Experienced poker players know that no matter how tempting the opportunity may be, the risks involved from going all-in at the start of a game are just too great. Even a player who is dealt the cards to make up a supposedly “unbeatable” movement like a Royal Flush understands that winning a game comes from actually playing it, but going all in at the start is a mistake novice players frequently make. Whilst it could see them winning that first time, it doesn’t mean they’ll continue that streak for the rest of their career, or even understand how to actually play the game.
Sure, there are those occasions where you go all in on your first few big trades and they pay off, but even if you walk away with chance on your side then, it may not be there the next time. Investing, like poker, takes time and practice. You have to be patient and play the game, learning what you can along the way so that you can transfer those skills to the next trade, and the next, and the next.
Risk is all part of the game
Taking foolish risks like rushing an opportunity are a big no-no in investing, but as every poker player knows calculated risk is all part of the game. Just look at those world champion poker players like Vanessa Selbst, Phil Ivey and Bryn Kenney; they’ve all taken some serious risks throughout their career, but they’ve done so with a clear head and calculated decision making. The same can be said for investors at the top of their game; they make the decision to take a risk and don’t let emotion get in the way if, or rather when, it doesn’t work out.

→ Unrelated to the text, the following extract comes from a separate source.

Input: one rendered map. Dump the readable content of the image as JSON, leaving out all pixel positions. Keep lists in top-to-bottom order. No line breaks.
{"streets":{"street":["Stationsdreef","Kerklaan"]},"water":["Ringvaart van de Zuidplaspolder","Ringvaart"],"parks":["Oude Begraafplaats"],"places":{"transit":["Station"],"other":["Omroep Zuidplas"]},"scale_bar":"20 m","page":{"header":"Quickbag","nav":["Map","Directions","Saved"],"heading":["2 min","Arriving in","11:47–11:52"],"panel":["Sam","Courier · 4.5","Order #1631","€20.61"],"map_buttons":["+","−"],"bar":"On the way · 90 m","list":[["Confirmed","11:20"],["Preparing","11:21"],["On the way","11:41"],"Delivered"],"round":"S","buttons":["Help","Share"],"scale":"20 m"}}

Inexperienced poker players and investors aren’t able to separate the decisions they make from the results, but in truth they are two seperate things. If you’ve decided to take a risk and it doesn’t work out the way you expected, you need to be impartial about your process and figure out what didn’t work, or worked in the case of positive outcomes. Don’t react emotionally and most importantly, leave that bad trade in the past. Learn the lessons, tighten your strategy, but don’t get caught up in a loss mentality.

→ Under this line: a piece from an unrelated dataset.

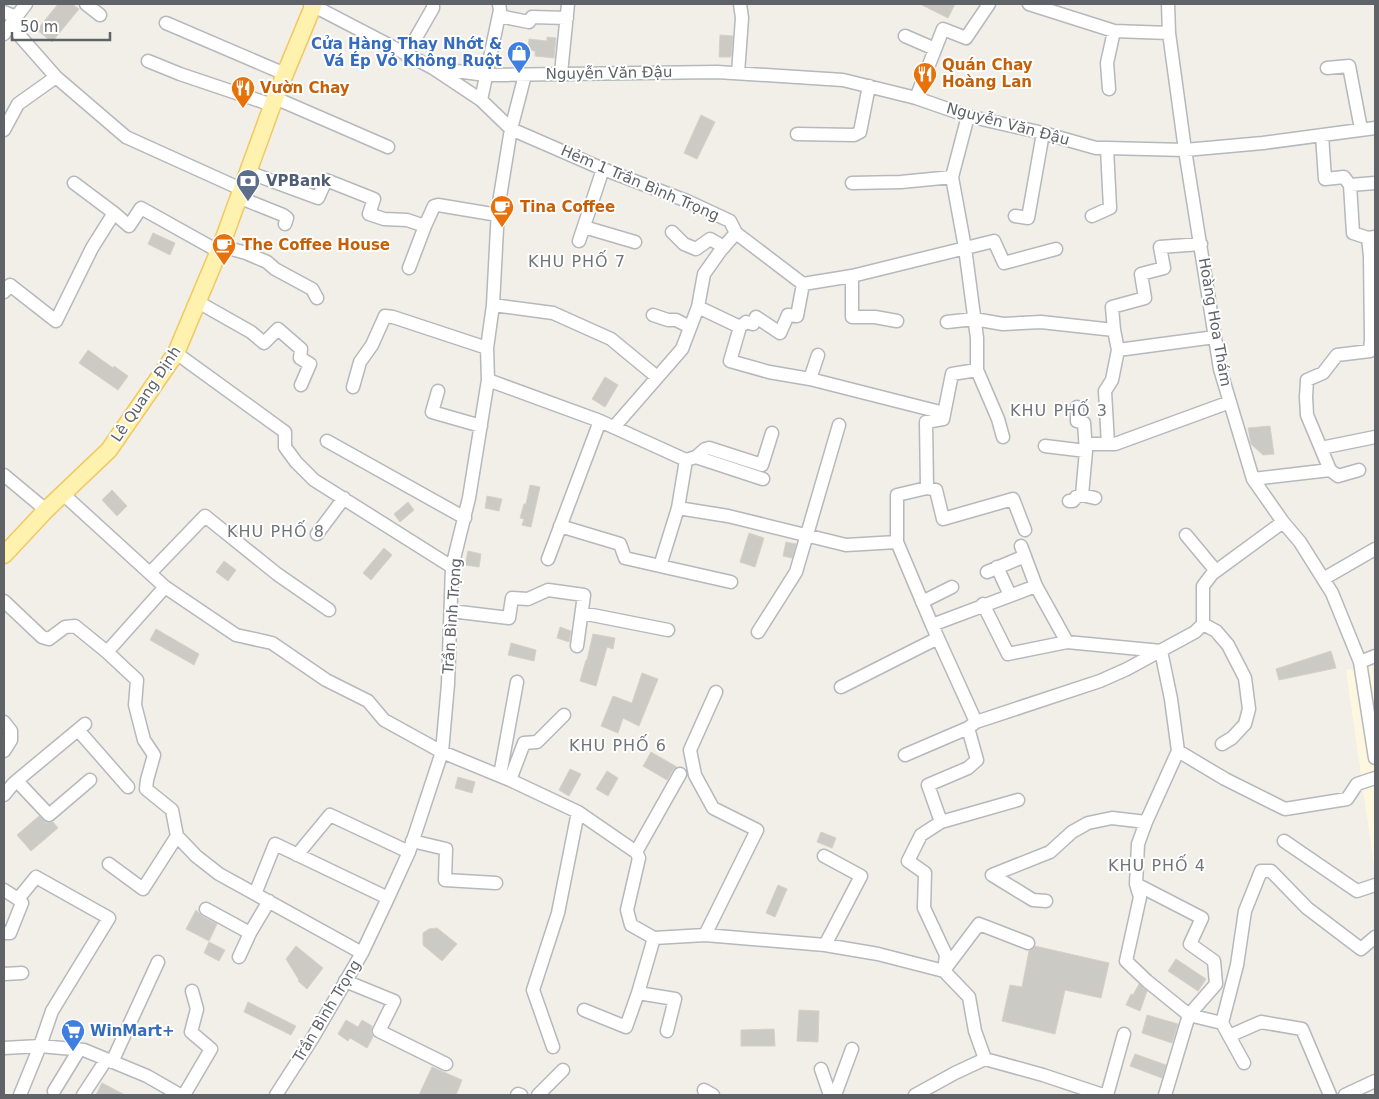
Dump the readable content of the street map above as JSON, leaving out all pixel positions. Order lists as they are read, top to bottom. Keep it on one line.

Understand when to hold and when to fold
As Kenny Rogers once said, “you’ve got to know when to hold ‘em, know when to fold ‘em”; in essence, it’s risk management and it’s at the core of a successful career in investing and poker. The best players in the world develop their risk management analysis to the point where they can trust themselves to make the decision to fold or “hold” at various stages throughout a game. It’s not just about knowing when to make a wager, it’s also about knowing those times when you need to walk away.
Applied to investing, an effective risk management strategy would analyse fluctuations, deciphering which pattern changes are par for the course and which are completely random. Even if an investment starts to break down, it’s sometimes necessary to hedge the risk but if random fluctuations happen that could change your reasons for investing, it might just be time to “fold ‘em”.